We’re the Weird Ones
My perspective changed when I studied the history of Western and global music. In many ways, our discomfort with repetition reveals more about us than it says about the repetitive song. Put simply, repetitive songs aren’t weird; we are.
Our discomfort is partly due to when we live: the information age. Our computer screens and smart phones deliver staggering amounts of new information to us at incredible speeds. The constant accessibility of new content trains our eyes to view repetition as old content and thus useless content. We crave novelty — new words, fresh thoughts, additional content.
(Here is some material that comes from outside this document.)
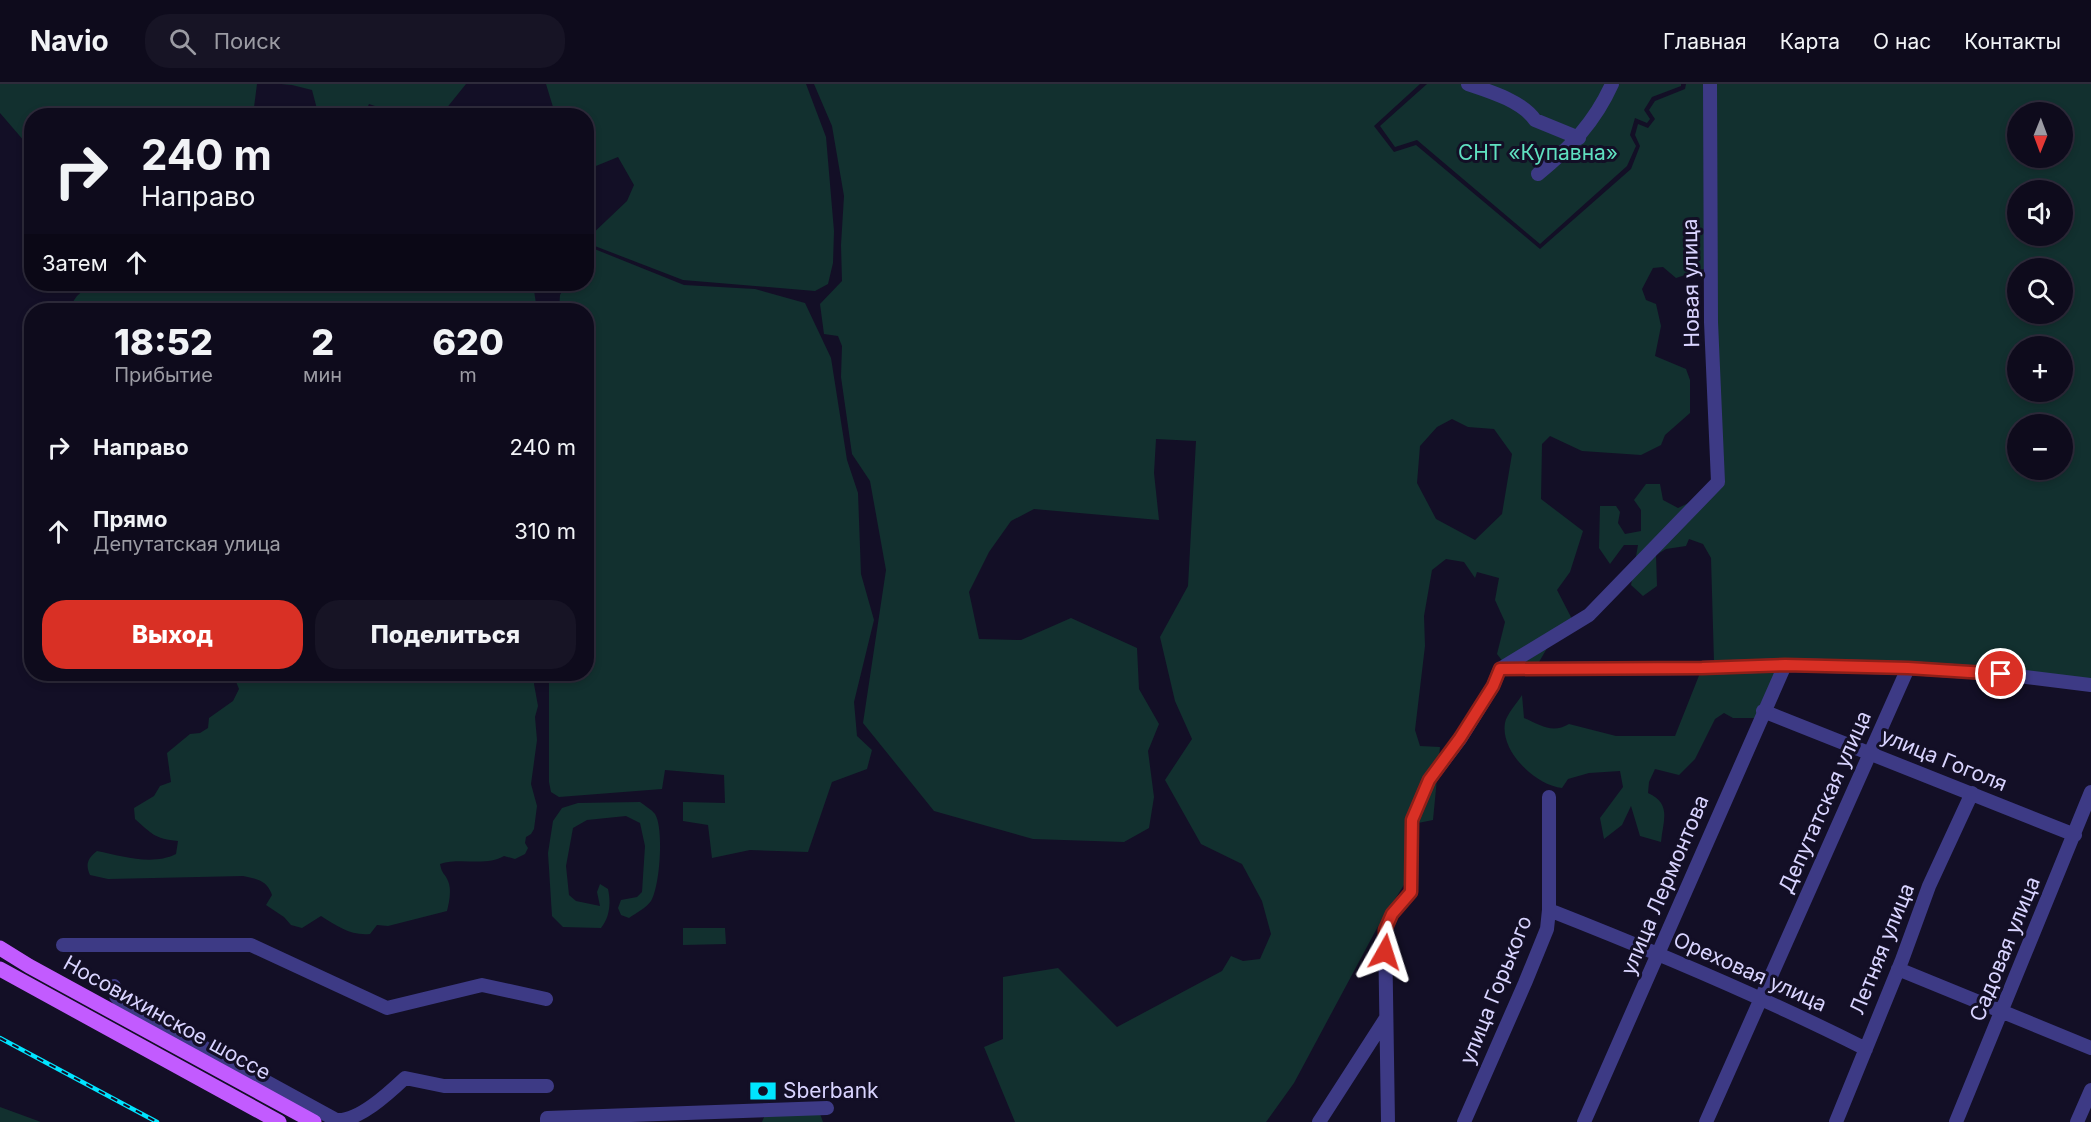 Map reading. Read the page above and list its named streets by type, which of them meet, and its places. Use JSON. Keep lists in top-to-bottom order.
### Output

Our discomfort also comes from where we live, if you live in the Western world. Western culture treasures the novelty of words. It might feel like singing many words per minute is a worldwide Christian preference. But it’s not. It’s a Western oddity. If you were to listen to indigenous music from almost anywhere else in the world, you might describe it as “rhythmic, danceable, and repetitive.” But this description of non-Western music reveals that our own musical preferences are the anomaly. Compared to the rest of the world, Western music is word-heavy and verbose.
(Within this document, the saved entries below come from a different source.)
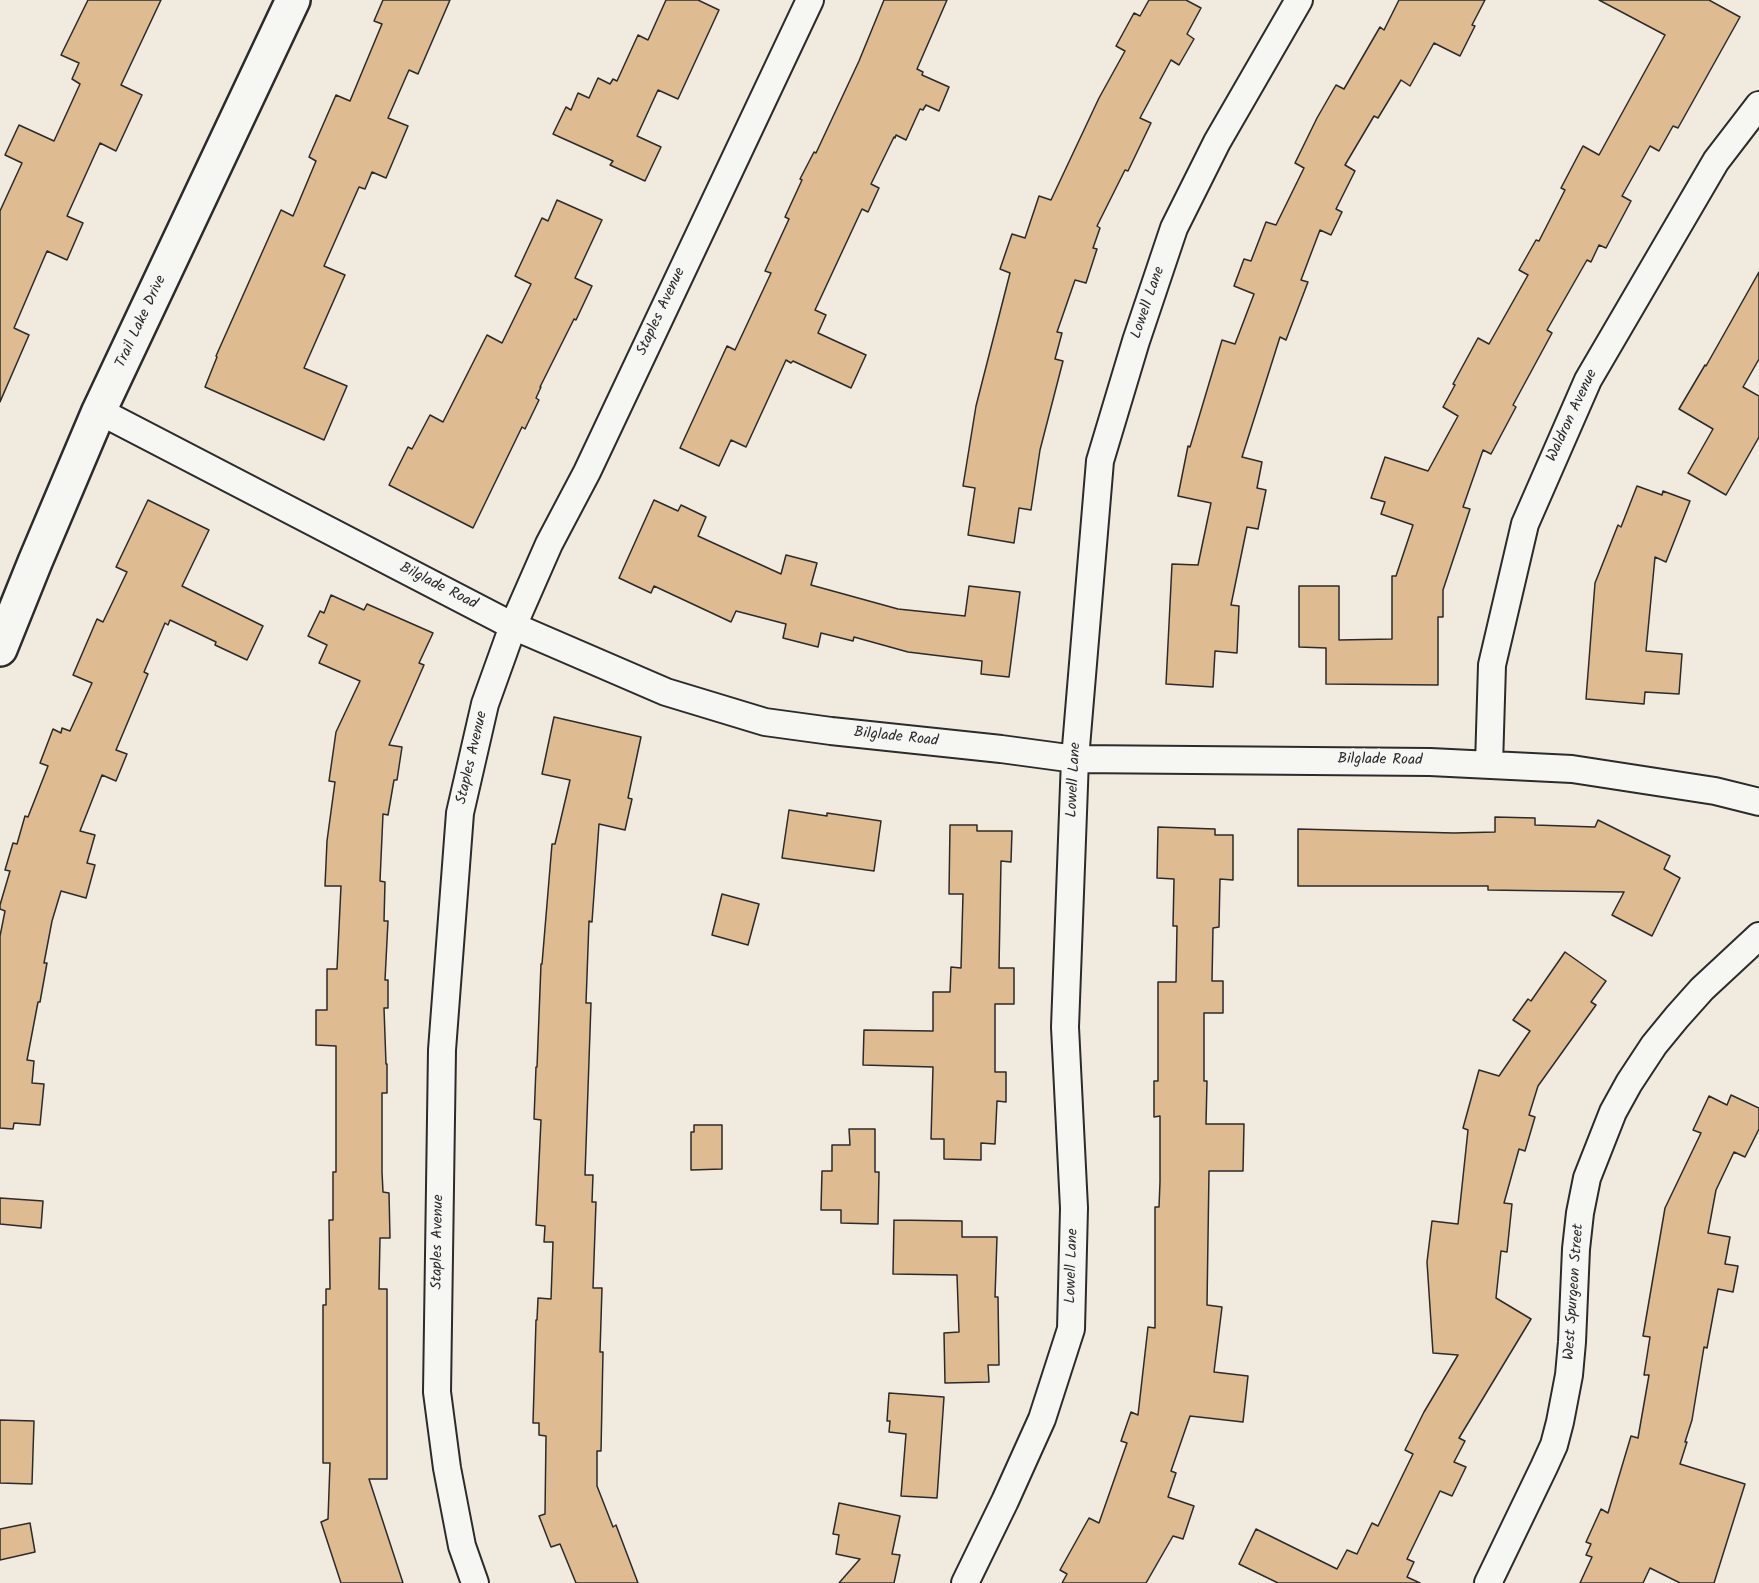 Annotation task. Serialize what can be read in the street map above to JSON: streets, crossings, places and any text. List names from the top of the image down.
{
  "streets": {
    "street": [
      "Lowell Lane",
      "Staples Avenue",
      "Trail Lake Drive",
      "Waldron Avenue",
      "Bilglade Road",
      "West Spurgeon Street"
    ]
  },
  "crossings": [
    ["Lowell Lane", "Bilglade Road"],
    ["Staples Avenue", "Bilglade Road"],
    ["Trail Lake Drive", "Bilglade Road"],
    ["Waldron Avenue", "Bilglade Road"]
  ]
}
It may feel strange to discover that our personal preferences are a cultural anomaly. Now, the point is not to say that we in the West have “gotten it wrong” musically. But we are mistaken if we think we have nothing to learn from times and places different than our own — such is modernistic pride written into worship. It is humbling to discover that we have something to learn from others, but not surprising. And it is the sort of humbling that, if we are willing to accept it, will bless us greatly in worship.
From Wander to Wonder
When we look to learn from the experience of believers in other cultures, we find that repeating lyrics does not necessarily involve mindlessness. Indeed, repetition in worship offers certain opportunities for mindfulness that are difficult to access in many of our word-heavy worship songs. Consider these three ways to engage your mind during a repetitive time of worship.
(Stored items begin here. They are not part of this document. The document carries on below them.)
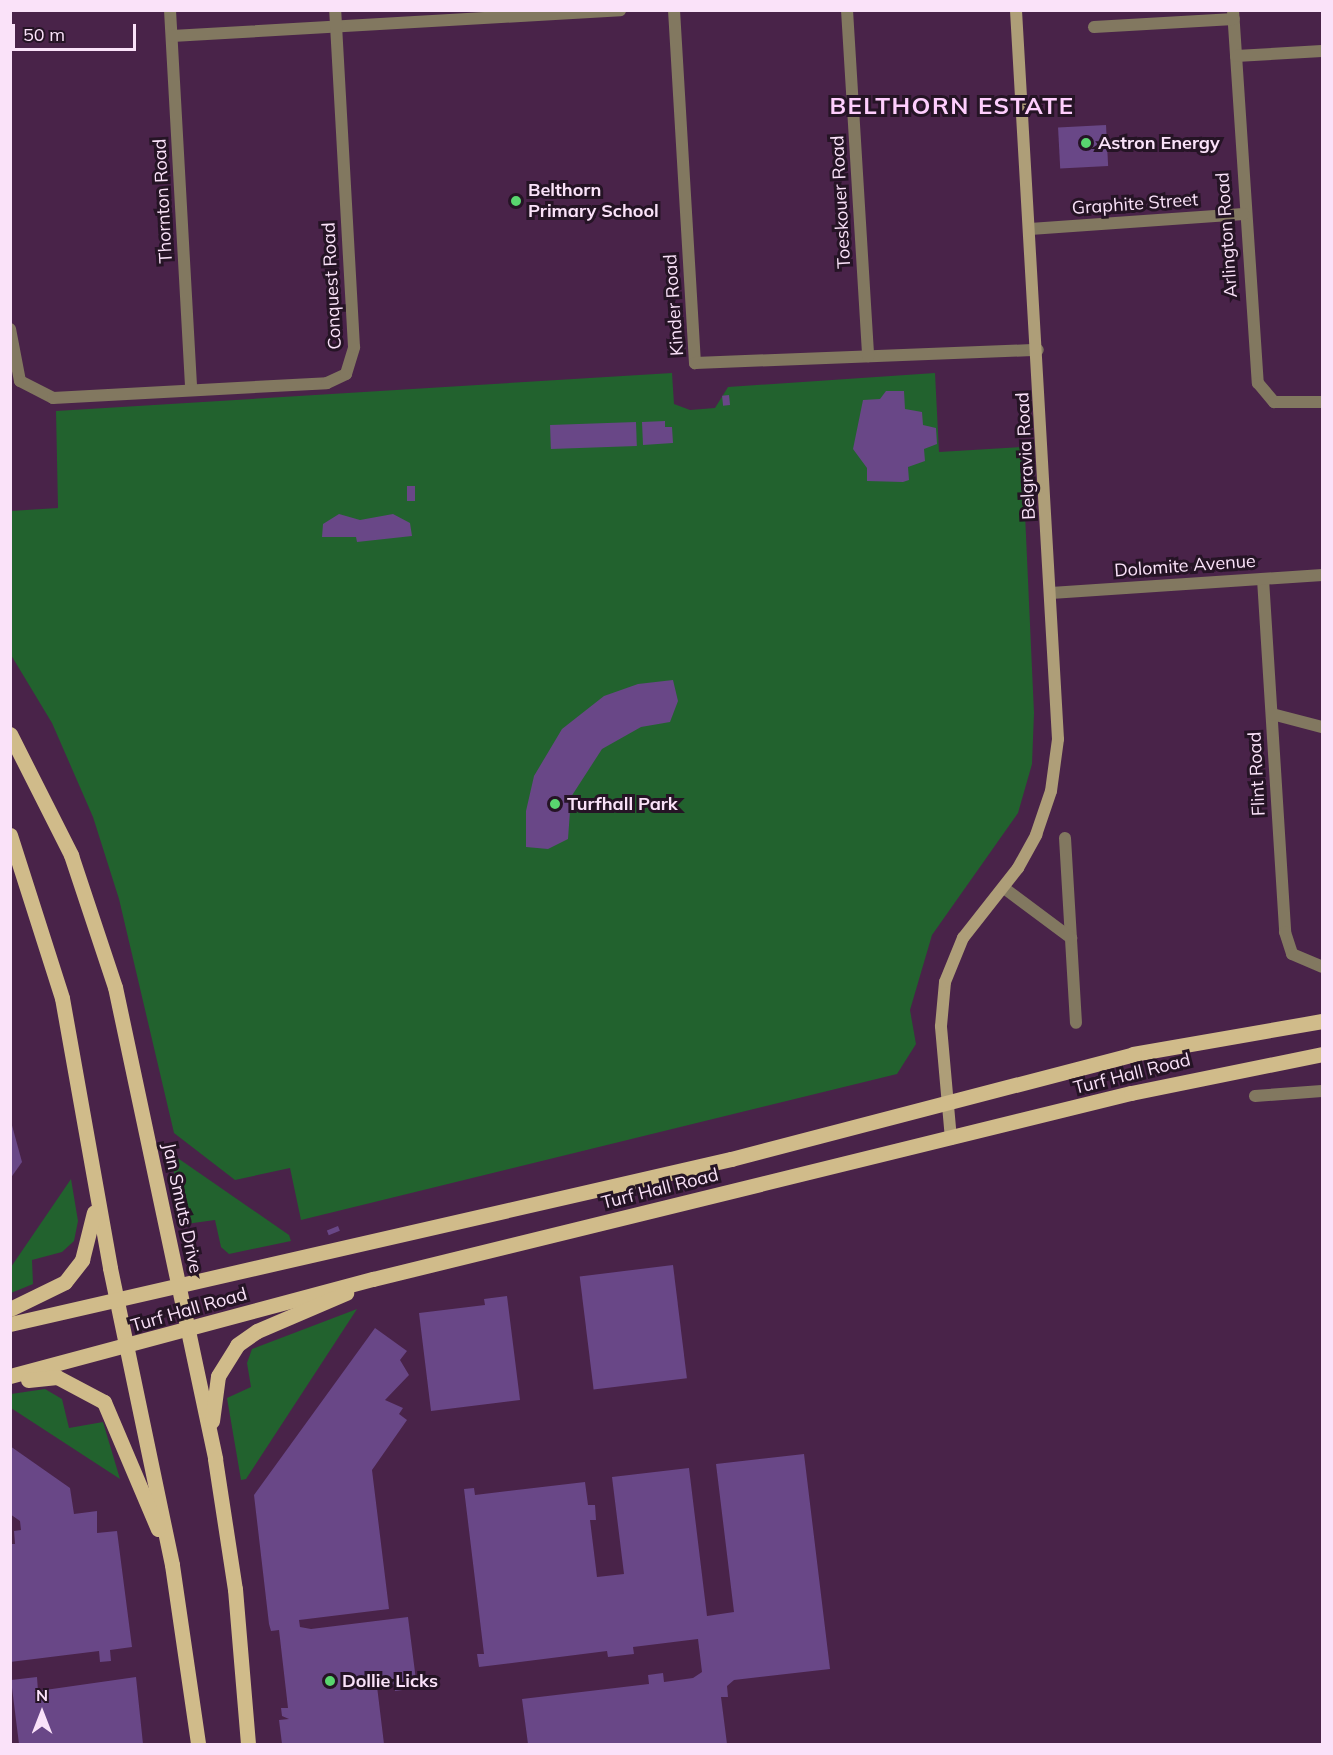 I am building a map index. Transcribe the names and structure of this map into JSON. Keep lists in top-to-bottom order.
{
  "streets": {
    "main road": ["Turf Hall Road", "Jan Smuts Drive"],
    "street": [
      "Thornton Road",
      "Toeskouer Road",
      "Graphite Street",
      "Arlington Road",
      "Conquest Road",
      "Kinder Road",
      "Belgravia Road",
      "Dolomite Avenue",
      "Flint Road"
    ]
  },
  "crossings": [
    ["Thornton Road", "Conquest Road"],
    ["Toeskouer Road", "Kinder Road"],
    ["Graphite Street", "Arlington Road"],
    ["Graphite Street", "Belgravia Road"],
    ["Kinder Road", "Belgravia Road"],
    ["Belgravia Road", "Dolomite Avenue"],
    ["Belgravia Road", "Turf Hall Road"],
    ["Dolomite Avenue", "Flint Road"],
    ["Turf Hall Road", "Jan Smuts Drive"]
  ],
  "districts": ["BELTHORN ESTATE"],
  "places": [
    "Astron Energy",
    "Belthorn Primary School",
    "Turfhall Park",
    "Dollie Licks"
  ],
  "scale_bar": "50 m",
  "north": "top"
}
1. Choose a divine attribute to meditate upon.
Begin by praising God that this attribute describes him. Remember times when you have discovered how true this attribute is of him. Consider how the universe would be different (worse!) if he was not like this. Praise him for who he is.
2. Choose a spiritual truth to meditate upon.
Consider how your own life is affected by this truth. Contemplate what happens when you forget this truth. Mentally, what wrong thoughts result from neglecting this truth? Emotionally, what improper feelings do you experience? Ask God to help you think, feel, and live in this reality.
3. Consider why God is choosing to bring this lyric to your attention at this particular time.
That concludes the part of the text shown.